■ Problem ■
Copy each line of the records that includes "function".
Records shown section start
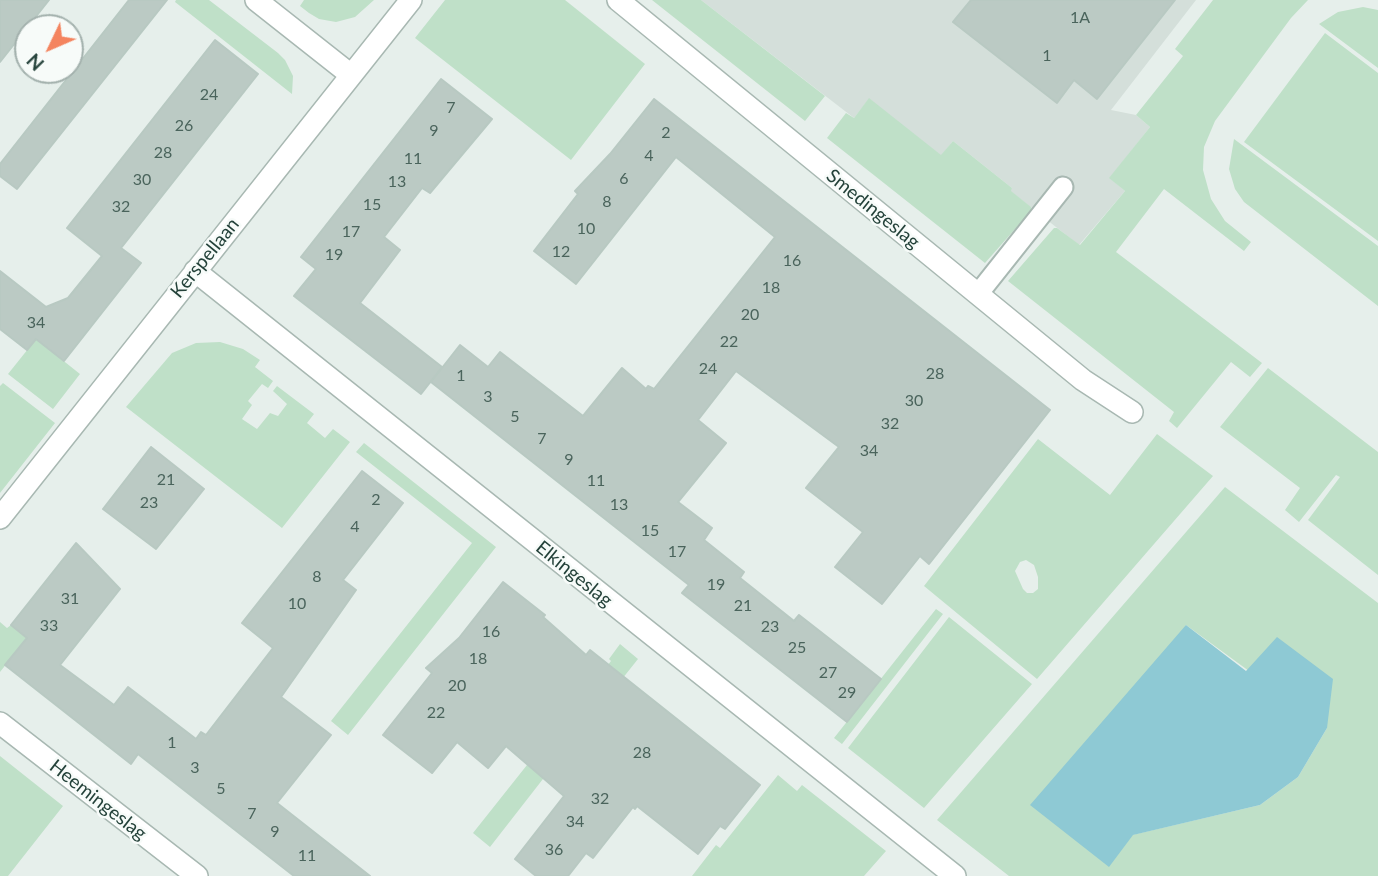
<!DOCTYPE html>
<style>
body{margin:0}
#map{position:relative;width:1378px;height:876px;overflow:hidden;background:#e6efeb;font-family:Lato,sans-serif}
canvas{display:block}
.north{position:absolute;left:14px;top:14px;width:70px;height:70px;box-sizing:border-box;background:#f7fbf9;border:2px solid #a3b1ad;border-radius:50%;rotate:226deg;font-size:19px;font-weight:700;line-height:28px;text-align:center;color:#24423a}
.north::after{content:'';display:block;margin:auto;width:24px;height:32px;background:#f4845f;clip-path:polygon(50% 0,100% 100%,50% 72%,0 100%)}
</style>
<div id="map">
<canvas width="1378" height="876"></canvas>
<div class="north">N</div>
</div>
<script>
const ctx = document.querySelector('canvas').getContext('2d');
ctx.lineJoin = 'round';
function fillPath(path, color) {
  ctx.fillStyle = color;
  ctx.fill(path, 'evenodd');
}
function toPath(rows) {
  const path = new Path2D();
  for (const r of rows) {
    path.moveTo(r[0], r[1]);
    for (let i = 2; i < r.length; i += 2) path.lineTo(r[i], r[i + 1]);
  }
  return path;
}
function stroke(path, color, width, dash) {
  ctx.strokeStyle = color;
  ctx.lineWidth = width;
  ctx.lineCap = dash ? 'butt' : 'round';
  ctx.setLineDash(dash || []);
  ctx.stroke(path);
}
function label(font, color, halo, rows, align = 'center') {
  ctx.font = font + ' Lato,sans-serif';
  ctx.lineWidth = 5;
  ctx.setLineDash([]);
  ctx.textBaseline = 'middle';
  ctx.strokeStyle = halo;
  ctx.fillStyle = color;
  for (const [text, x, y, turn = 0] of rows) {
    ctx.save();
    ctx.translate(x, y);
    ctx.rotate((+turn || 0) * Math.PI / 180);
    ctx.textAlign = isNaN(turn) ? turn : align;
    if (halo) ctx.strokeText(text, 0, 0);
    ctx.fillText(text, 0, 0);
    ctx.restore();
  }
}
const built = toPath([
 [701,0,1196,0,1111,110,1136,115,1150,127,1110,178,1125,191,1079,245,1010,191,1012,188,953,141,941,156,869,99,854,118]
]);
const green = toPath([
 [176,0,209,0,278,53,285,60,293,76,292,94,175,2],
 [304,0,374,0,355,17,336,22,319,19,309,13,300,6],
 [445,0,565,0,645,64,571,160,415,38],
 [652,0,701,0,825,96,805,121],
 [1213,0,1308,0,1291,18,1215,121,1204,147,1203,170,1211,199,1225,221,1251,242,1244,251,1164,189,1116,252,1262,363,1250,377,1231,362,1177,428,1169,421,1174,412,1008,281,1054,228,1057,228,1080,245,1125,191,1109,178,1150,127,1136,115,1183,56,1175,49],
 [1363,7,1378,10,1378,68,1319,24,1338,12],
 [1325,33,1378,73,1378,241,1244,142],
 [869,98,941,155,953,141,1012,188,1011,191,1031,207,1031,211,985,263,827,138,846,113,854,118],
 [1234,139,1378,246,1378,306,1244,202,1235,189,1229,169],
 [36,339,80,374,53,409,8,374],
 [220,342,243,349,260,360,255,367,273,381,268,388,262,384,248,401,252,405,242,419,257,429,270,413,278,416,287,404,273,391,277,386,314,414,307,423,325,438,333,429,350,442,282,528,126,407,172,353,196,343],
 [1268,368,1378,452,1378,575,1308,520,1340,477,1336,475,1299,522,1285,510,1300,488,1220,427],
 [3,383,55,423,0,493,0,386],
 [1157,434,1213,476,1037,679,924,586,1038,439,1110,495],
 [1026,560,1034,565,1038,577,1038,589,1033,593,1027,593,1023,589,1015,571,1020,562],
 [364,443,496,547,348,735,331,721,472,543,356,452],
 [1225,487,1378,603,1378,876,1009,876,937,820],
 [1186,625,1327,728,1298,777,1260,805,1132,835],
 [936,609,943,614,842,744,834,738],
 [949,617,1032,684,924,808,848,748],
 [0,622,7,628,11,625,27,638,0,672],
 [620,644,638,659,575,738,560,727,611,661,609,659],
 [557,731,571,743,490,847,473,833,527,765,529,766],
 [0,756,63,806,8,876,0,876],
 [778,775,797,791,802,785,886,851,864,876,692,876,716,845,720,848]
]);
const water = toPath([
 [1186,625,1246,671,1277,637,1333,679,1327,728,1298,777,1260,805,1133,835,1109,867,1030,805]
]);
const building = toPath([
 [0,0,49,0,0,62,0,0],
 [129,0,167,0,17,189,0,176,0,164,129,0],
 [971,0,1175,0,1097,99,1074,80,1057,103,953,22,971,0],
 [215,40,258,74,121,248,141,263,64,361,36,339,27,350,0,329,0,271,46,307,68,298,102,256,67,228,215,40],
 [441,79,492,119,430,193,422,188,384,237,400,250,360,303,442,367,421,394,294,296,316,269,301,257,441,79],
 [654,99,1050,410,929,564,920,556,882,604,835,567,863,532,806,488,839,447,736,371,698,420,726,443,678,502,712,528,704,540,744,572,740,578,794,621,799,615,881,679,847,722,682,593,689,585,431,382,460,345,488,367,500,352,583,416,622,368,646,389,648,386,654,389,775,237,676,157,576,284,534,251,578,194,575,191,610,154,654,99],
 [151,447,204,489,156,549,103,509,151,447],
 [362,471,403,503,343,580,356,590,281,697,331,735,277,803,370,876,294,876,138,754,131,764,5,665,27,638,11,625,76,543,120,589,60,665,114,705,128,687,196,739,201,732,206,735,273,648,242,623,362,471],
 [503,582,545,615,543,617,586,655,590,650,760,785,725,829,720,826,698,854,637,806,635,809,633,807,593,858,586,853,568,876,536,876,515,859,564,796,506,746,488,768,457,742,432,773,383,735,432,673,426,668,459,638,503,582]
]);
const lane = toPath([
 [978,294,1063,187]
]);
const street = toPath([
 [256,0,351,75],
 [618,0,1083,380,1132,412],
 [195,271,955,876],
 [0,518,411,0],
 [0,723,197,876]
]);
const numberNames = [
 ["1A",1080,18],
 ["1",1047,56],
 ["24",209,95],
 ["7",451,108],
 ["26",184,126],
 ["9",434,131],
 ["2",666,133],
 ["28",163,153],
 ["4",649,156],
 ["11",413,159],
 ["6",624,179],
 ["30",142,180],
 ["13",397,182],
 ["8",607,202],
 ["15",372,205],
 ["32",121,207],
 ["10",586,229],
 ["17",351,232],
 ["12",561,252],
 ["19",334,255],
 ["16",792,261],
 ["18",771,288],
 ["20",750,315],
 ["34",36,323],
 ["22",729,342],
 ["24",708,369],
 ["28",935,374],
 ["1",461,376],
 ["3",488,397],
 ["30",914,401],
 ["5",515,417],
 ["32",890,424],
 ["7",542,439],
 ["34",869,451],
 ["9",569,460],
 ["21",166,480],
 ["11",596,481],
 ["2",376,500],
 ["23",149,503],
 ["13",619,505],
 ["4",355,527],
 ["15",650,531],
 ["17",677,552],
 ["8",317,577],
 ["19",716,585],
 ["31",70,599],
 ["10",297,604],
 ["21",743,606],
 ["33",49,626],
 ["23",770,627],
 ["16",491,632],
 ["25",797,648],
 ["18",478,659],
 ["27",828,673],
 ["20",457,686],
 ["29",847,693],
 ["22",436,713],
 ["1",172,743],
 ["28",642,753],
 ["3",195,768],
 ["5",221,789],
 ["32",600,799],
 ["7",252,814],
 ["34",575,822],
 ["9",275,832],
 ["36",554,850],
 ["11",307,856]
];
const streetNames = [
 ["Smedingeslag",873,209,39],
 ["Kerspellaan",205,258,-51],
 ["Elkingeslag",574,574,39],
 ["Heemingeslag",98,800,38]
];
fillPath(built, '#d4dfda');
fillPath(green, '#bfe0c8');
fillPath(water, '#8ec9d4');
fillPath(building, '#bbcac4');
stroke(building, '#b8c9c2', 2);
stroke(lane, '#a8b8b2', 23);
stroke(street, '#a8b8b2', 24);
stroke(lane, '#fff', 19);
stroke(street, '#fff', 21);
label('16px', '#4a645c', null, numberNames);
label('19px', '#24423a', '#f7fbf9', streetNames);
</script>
Records shown section end
■ Solution for this problem ■
function fillPath(path, color) {
function toPath(rows) {
function stroke(path, color, width, dash) {
function label(font, color, halo, rows, align = 'center') {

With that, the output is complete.